*What the task requires*: Beginning with the line that holds "Draw a box around", set down each line of the data below through the very last, exactly as given, and nothing beyond that.

★ ★ ★ ★ ★

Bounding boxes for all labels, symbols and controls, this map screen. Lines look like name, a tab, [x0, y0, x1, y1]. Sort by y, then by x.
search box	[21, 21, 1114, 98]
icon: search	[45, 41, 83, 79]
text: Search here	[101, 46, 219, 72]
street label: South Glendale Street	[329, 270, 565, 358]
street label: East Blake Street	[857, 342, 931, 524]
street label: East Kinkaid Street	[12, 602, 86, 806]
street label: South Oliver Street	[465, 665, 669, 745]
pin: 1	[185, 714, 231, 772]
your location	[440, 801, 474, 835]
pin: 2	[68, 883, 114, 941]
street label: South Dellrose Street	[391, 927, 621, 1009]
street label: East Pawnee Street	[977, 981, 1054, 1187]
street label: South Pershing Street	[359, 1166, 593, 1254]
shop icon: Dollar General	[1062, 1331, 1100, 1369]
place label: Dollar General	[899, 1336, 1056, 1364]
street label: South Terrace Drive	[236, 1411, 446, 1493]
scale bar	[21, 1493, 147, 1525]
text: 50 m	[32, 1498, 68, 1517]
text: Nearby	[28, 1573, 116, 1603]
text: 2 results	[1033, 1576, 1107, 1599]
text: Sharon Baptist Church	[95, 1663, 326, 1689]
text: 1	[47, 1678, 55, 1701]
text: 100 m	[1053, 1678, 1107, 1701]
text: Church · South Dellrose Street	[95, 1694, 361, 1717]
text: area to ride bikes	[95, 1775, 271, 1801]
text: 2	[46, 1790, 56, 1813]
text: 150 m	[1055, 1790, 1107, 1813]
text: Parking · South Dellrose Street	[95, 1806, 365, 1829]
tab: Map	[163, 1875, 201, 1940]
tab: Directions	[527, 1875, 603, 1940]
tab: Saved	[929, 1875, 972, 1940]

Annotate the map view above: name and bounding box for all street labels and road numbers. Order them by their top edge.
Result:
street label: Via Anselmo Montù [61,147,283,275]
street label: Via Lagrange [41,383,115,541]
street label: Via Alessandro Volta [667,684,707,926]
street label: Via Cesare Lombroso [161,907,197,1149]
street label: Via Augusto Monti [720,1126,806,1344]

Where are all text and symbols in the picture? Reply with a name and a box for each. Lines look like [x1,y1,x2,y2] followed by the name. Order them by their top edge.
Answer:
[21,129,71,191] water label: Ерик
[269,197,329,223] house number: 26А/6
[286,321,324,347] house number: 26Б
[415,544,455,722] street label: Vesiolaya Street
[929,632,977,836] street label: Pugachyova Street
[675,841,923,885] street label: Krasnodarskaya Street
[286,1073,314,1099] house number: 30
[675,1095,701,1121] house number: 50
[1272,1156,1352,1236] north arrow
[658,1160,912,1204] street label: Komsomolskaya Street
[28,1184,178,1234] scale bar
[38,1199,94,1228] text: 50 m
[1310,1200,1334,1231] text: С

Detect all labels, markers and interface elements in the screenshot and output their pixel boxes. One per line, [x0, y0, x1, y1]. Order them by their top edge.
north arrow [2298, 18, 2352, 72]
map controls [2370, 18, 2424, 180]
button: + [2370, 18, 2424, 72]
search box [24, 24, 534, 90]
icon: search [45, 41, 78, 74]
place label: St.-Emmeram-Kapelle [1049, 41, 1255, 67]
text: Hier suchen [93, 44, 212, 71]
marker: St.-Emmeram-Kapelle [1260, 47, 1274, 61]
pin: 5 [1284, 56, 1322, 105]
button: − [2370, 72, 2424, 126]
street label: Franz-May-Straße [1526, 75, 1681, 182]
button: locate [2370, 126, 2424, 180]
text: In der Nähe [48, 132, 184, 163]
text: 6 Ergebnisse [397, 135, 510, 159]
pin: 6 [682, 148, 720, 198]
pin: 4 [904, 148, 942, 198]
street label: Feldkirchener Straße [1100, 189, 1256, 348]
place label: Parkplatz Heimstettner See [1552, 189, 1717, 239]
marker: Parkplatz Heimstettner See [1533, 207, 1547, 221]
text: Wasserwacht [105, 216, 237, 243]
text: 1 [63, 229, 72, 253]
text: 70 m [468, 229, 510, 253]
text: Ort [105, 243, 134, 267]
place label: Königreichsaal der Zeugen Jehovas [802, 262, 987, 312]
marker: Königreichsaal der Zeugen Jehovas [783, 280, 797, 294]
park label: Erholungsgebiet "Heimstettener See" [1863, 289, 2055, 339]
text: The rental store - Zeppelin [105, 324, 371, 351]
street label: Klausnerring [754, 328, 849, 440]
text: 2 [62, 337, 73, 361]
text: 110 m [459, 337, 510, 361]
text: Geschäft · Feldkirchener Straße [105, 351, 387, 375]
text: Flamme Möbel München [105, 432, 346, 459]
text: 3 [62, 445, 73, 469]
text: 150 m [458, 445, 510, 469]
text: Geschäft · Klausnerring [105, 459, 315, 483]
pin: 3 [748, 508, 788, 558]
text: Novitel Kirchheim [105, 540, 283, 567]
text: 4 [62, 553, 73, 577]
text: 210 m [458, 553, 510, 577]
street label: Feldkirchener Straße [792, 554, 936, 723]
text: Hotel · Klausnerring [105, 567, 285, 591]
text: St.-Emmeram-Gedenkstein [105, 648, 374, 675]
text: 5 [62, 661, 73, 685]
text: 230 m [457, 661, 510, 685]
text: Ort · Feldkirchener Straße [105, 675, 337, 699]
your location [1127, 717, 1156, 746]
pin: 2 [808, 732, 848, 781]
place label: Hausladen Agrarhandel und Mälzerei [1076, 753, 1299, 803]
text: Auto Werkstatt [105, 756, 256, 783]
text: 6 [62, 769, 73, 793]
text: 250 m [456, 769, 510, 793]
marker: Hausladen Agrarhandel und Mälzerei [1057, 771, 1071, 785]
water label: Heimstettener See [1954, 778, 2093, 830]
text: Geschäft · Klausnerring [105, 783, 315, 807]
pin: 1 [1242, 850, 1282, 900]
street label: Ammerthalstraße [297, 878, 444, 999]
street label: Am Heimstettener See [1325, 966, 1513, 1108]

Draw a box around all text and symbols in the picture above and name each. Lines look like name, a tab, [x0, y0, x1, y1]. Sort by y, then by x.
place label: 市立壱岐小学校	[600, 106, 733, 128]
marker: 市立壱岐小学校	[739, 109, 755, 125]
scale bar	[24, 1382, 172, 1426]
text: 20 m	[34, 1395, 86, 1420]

★ ★ ★ ★ ★

*Your solution*:
Draw a box around all text and symbols in the picture above and name each. Lines look like name, a tab, [x0, y0, x1, y1]. Sort by y, then by x.
place label: 市立壱岐小学校	[600, 106, 733, 128]
marker: 市立壱岐小学校	[739, 109, 755, 125]
scale bar	[24, 1382, 172, 1426]
text: 20 m	[34, 1395, 86, 1420]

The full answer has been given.